This framework was subsequently applied to the analysis of the extreme pathway matrices for amino acid production in H. influenzae and H. pylori. The metabolic network for amino acid production in H. pylori was characterized by higher first fractional singular values and a lower effective dimensional space in comparison to the results from H. influenzae. These results are in agreement with previously published analyses that demonstrated a much more restricted metabolic potential for H. pylori than H. influenzae (Papin et al., 2002a; Price et al., 2002a). Understanding and characterizing the metabolic potential of pathogens like H. pylori and H. influenzae can also lead to the targeting of an organism's weaknesses, important for therapeutic purposes and metabolic engineering design.

The comparison of solution cones can be challenging because cones differ in their dimensionality. Direct comparisons can only be made for cones of the same dimension and with the same fluxes. SVD can be used to facilitate rough comparisons between cones. The first mode describes the direction of most variance within the cone. Thus, by comparing the angle between the first mode of different cones, a comparison can be made between the general directions of the two cones. The first modes must contain the same sets of fluxes to be compared directly. For this reason, the comparisons made between the first modes of solution cones were only made within the same organism and for the production of one amino acid with all other allowable fluxes being identical (i.e., the same stoichiometric matrix). Thus, for these calculations we were able to make comparisons between solution cones.

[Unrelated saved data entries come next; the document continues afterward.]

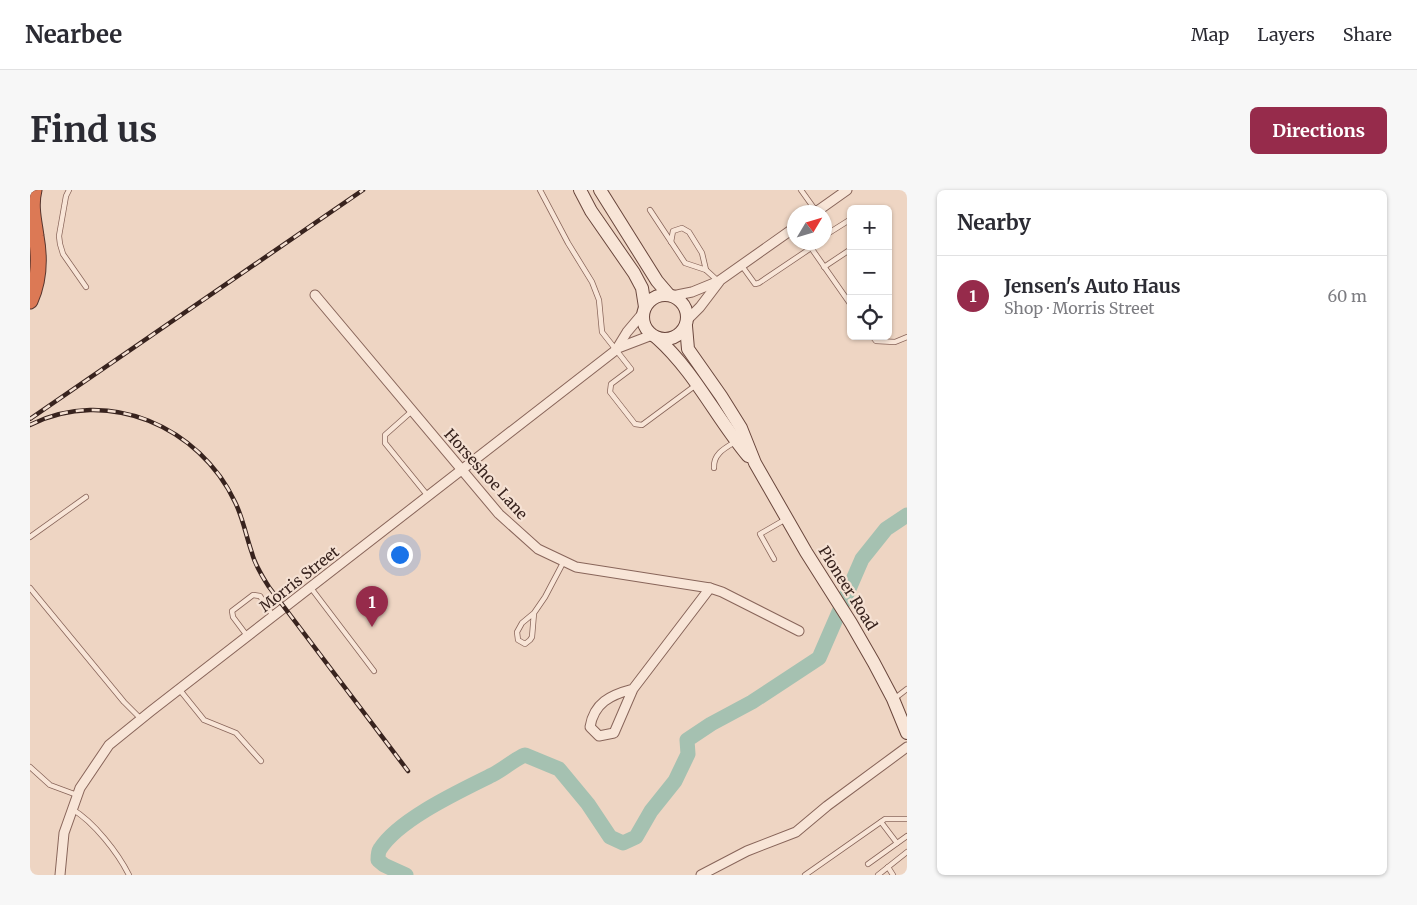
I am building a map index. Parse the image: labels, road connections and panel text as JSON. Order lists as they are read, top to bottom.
{
  "streets": {
    "main road": ["Pioneer Road"],
    "street": ["Horseshoe Lane", "Morris Street"]
  },
  "crossings": [
    ["Horseshoe Lane", "Morris Street"],
    ["Morris Street", "Pioneer Road"]
  ],
  "north": "top right",
  "page": {
    "header": "Nearbee",
    "nav": ["Map", "Layers", "Share"],
    "buttons": "Directions",
    "title": "Find us",
    "heading": "Nearby",
    "map_buttons": ["+", "−"],
    "list": [
      {
        "mark": "1",
        "name": "Jensen's Auto Haus",
        "note": "Shop · Morris Street",
        "value": "60 m"
      }
    ],
    "pins": "1"
  }
}
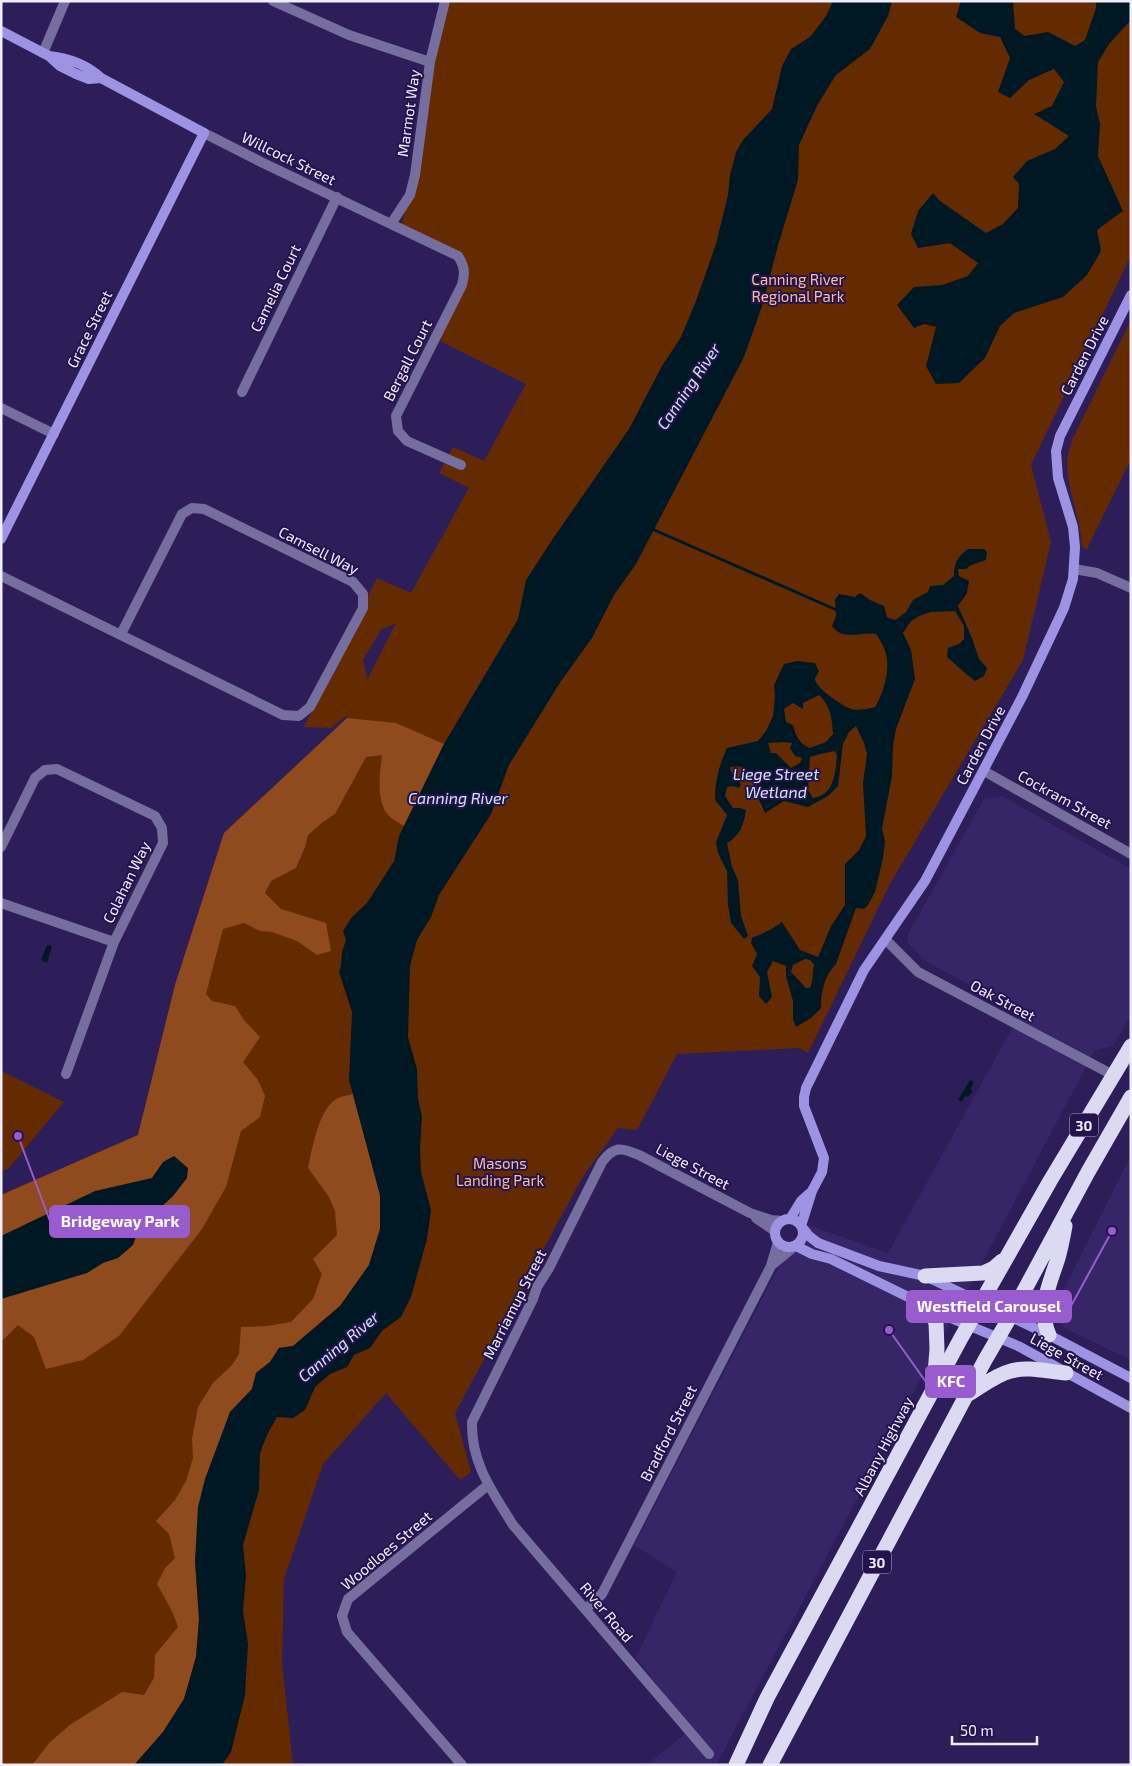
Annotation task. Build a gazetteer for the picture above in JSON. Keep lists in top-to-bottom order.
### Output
{
  "streets": {
    "highway": ["30", "Albany Highway"],
    "street": [
      "Marmot Way",
      "Willcock Street",
      "Camelia Court",
      "Grace Street",
      "Carden Drive",
      "Bergall Court",
      "Camsell Way",
      "Cockram Street",
      "Colahan Way",
      "Oak Street",
      "Liege Street",
      "Marriamup Street",
      "Bradford Street",
      "Woodloes Street",
      "River Road"
    ]
  },
  "crossings": [
    ["Marmot Way", "Willcock Street"],
    ["Willcock Street", "Camelia Court"],
    ["Willcock Street", "Grace Street"],
    ["Willcock Street", "Bergall Court"],
    ["Carden Drive", "Cockram Street"],
    ["Carden Drive", "Oak Street"],
    ["Carden Drive", "Liege Street"],
    ["Carden Drive", "Bradford Street"],
    ["Oak Street", "Albany Highway"],
    ["30", "Liege Street"],
    ["Liege Street", "Marriamup Street"],
    ["Liege Street", "Bradford Street"],
    ["Liege Street", "Albany Highway"],
    ["Marriamup Street", "Woodloes Street"],
    ["Marriamup Street", "River Road"],
    ["Bradford Street", "River Road"],
    ["Woodloes Street", "River Road"]
  ],
  "water": ["Canning River", "Liege Street Wetland"],
  "parks": ["Canning River Regional Park", "Masons Landing Park"],
  "places": ["Bridgeway Park", "Westfield Carousel", "KFC"],
  "scale_bar": "50 m"
}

Subsequent modes may serve to further the understanding of regulatory logic in metabolic networks. The subsequent modes of the SVD characterize orthogonal pathways that describe the variance in the flux space. An interpretation of these modes will enable the characterization of the tradeoffs in flux values that best reconstruct the solution space. The subsequent modes identify key branch points in the network, which are potential control points for regulation. Thus, these subsequent modes can be thought of as finding key regulatory modalities. They represent orthogonal directions in the space, and thus they are uncoupled from each other in a mathematical sense. However, biological systems are not constrained by the need for orthogonal regulatory modalities. Once the subsequent modes that best represent the solution space (or a portion of the solution space that is of most interest) are calculated, these modes can be transformed into nonorthogonal, biologically meaningful vectors. A need exists for the elucidation of optimal criteria for decoupling these predicted regulatory modalities based upon biochemical considerations, rather than by the mathematical definition of orthogonality. The elucidation of the way in which the subsequent modes describe cellular regulation warrants further study, as does an investigation of the criteria by which these subsequent modes can be transformed to maximize insight into the regulation of biological systems.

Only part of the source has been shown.